PACIFIC THEATRE

Dates and Venue 17 May - 9 June 2007 @ 20.00 at The Pacific Theatre, 1420 West 12th Avenue

Reviewer Ed Farolan


Sherman, one of Canada's leading playwrights and recipient of a Governor General's Award for Drama, makes an adaptation of the biblical tale of Joseph and his brothers (Genesis 37-45). He sets the play between 1925 and 1946, tracing the journey of Joseph from Luzniki in Poland to Halifax, Toronto, and Ottawa. He rises to become an advisor to Prime Minister Mackenzie King, who is convinced that this Polish Jew could prophesy the future. He in fact prophesizes that King would again be Prime Minister in 1935.

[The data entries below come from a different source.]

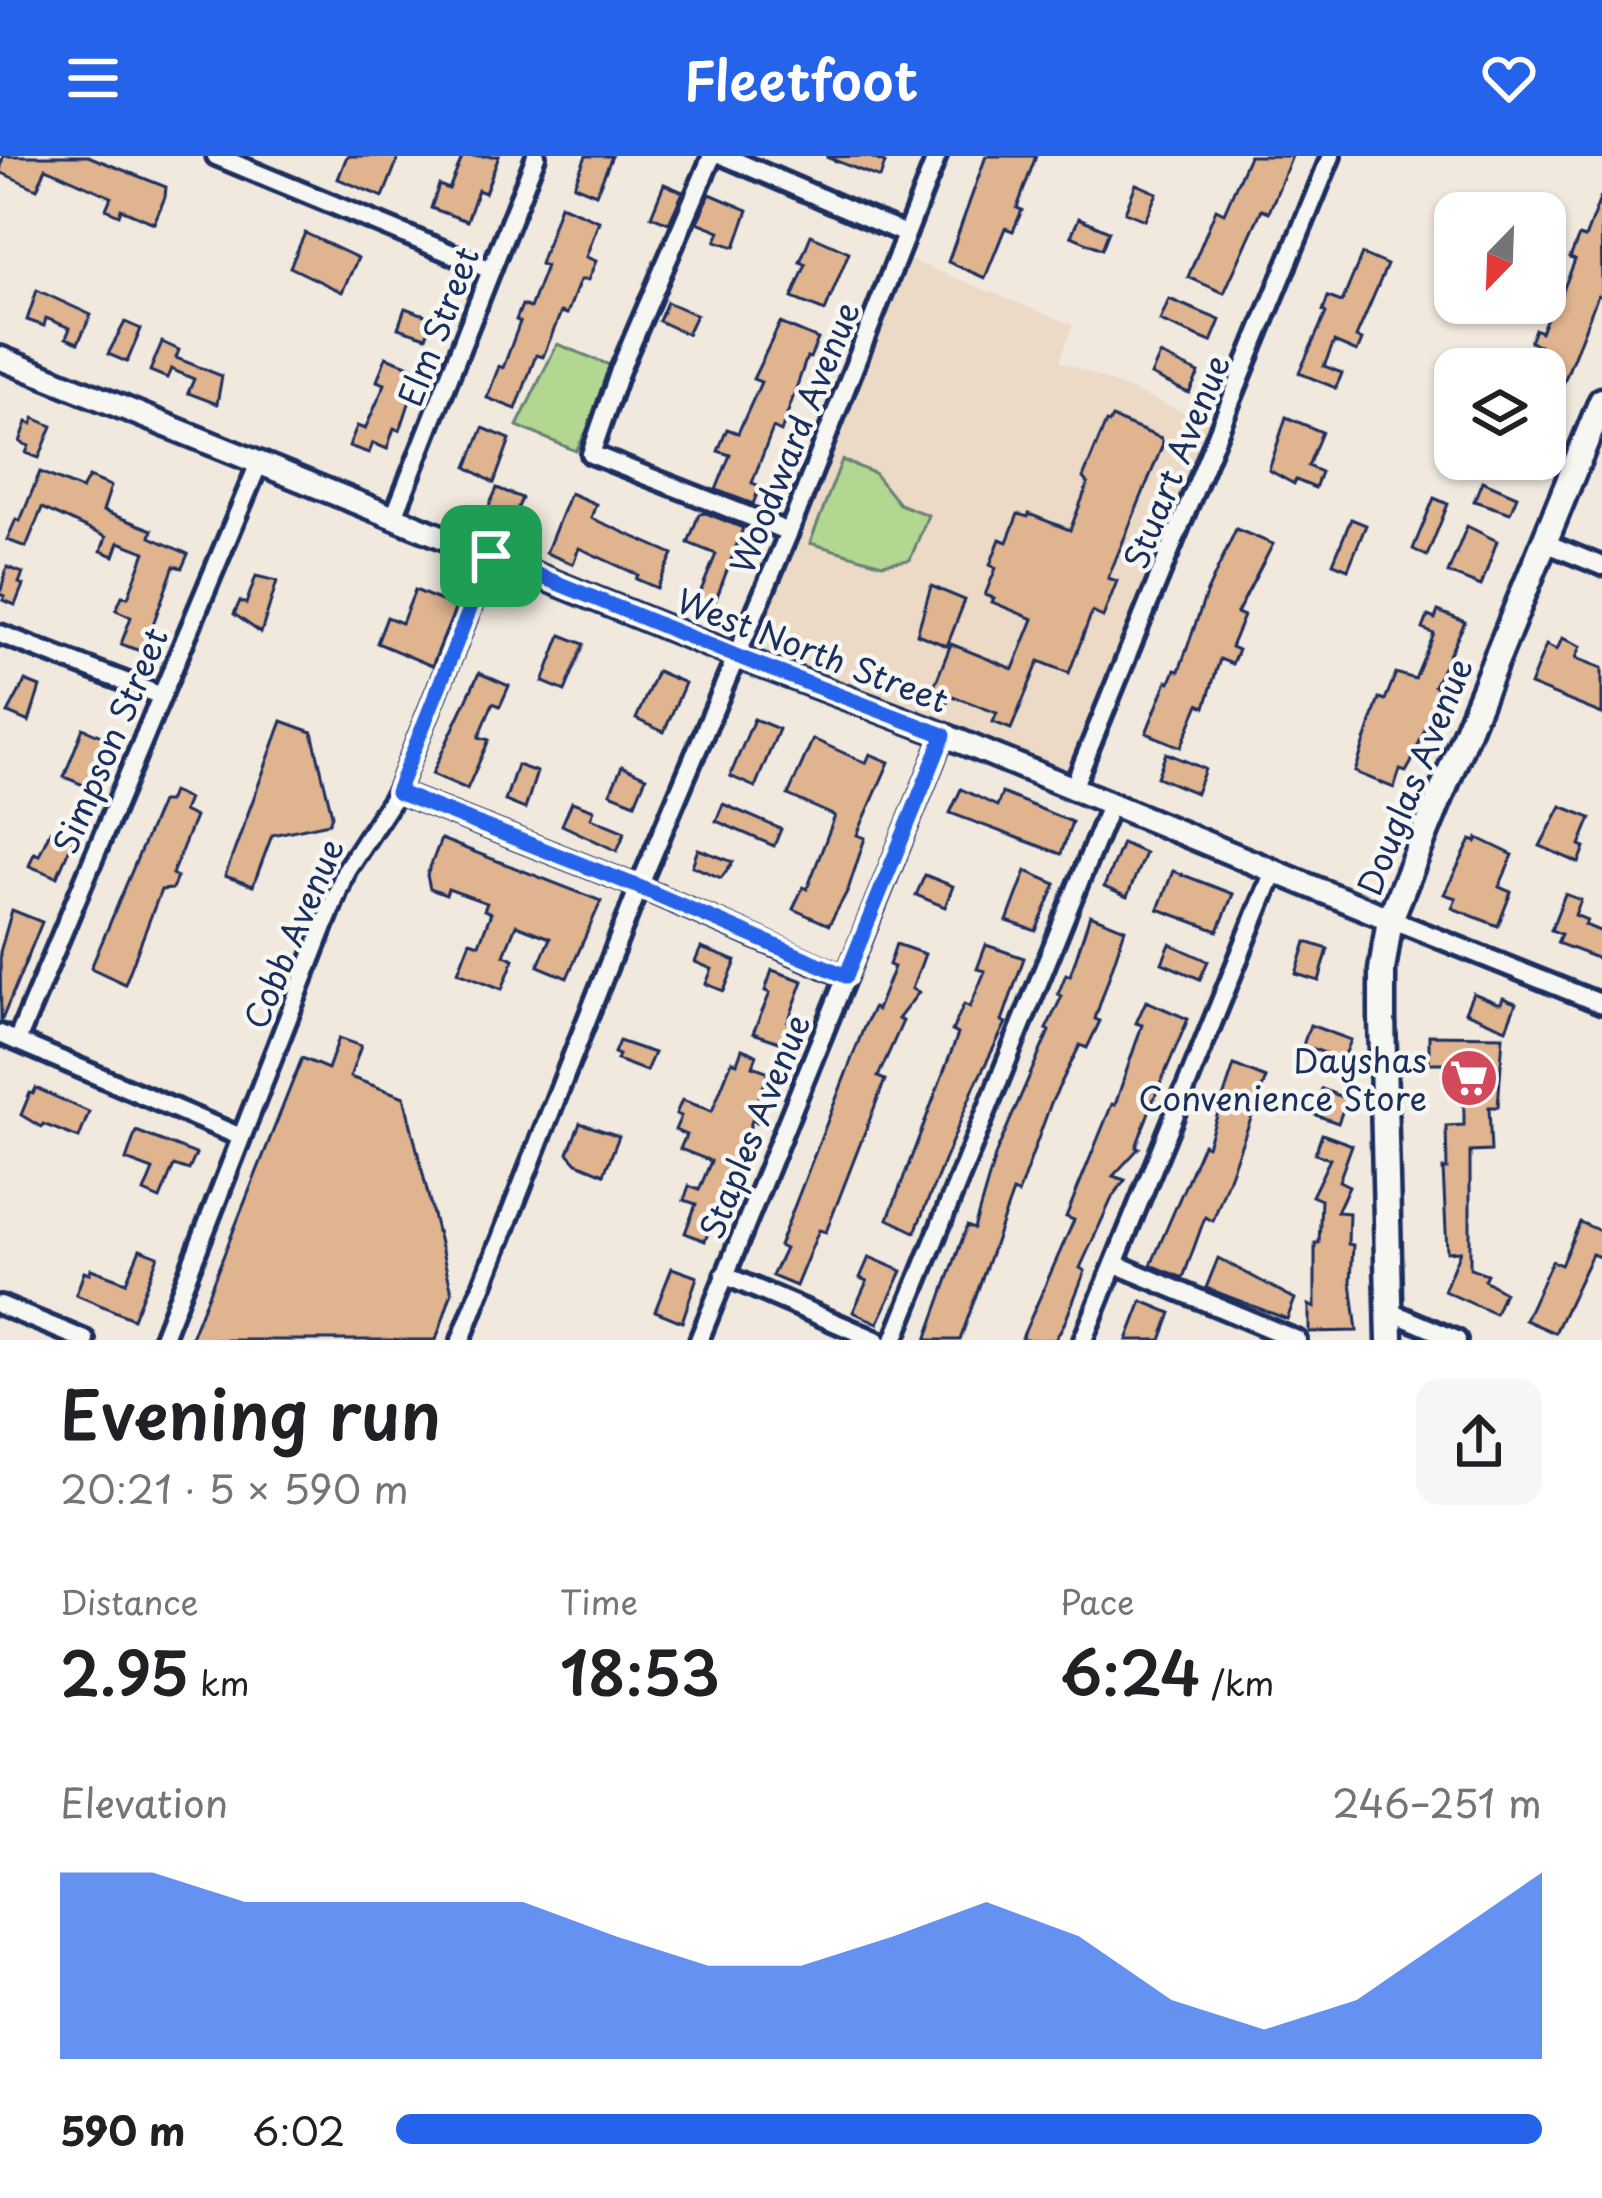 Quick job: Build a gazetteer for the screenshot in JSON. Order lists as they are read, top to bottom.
{
  "streets": {
    "main road": ["Douglas Avenue"],
    "street": [
      "Elm Street",
      "Woodward Avenue",
      "Stuart Avenue",
      "West North Street",
      "Simpson Street",
      "Cobb Avenue",
      "Staples Avenue"
    ]
  },
  "crossings": [
    ["Elm Street", "West North Street"],
    ["Woodward Avenue", "West North Street"],
    ["Stuart Avenue", "West North Street"],
    ["West North Street", "Simpson Street"],
    ["West North Street", "Douglas Avenue"],
    ["West North Street", "Cobb Avenue"],
    ["West North Street", "Staples Avenue"]
  ],
  "places": {
    "supermarket": ["Dayshas Convenience Store"]
  },
  "north": "bottom left",
  "page": {
    "header": "Fleetfoot",
    "heading": ["Evening run", "20:21 · 5 × 590 m"],
    "stats": [
      ["Distance", "2.95 km"],
      ["Time", "18:53"],
      ["Pace", "6:24 /km"]
    ],
    "chart": ["Elevation", "246–251 m"],
    "list": [
      {
        "name": "590 m",
        "note": "6:02"
      }
    ]
  }
}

The play is another reminder of how Canadian politics in the 1920s and 30s discriminated against Jews coming to Canada as refugees. Apparently, Mackenzie King was responsible for keeping Jews out of Canada together with Frederick Charles Blair, Director of Immigration, who was quoted as saying that "People should be kept out of Canada instead of being allowed in."

In this play, however, King who takes Joseph seriously, signs a document allowing 200 refugees to come in after Joseph confesses that he himself was a Jew and that his family was in the boatload of refugees landing in Canada.

I found the play quite provoking. The Trinity Western University drama students directed by Ron Reed were quite good in their delivery of lines. Many played multiple roles; only the lead, Joseph, played by Kirsty Proven, had no other roles.

There were questions, though, that popped up in my mind while watching the play. Why was Joseph, and most of the cast members, female actors? Has the Shakesperean concept of boys playing women gone the opposite way with women nowadays playing male roles? Mind you, these female drama students were very good playing various male roles.

Another question was why, at the end of the play, Joseph is not recognized by his father before he dies. Genesis clearly states that the father embraces Joseph after recognizing him, but Sherman's script is vague about this and it somehow bothered me.

There were also too many scenes that confused me and should have been edited. The play was almost two and a half hours long. An ideal production should last two hours or less (including intermission).

I also found that the use lighting effects to differentiate between dream sequences and reality was quite unclear. It was vague when a dream sequence would end and when reality started. There should have been more time and perhaps, sound effects, to make the distinctions clearer.

No doubt, though, the level of acting of these students is almost professional, and I look forward to seeing them again in future productions here in Vancouver theatres.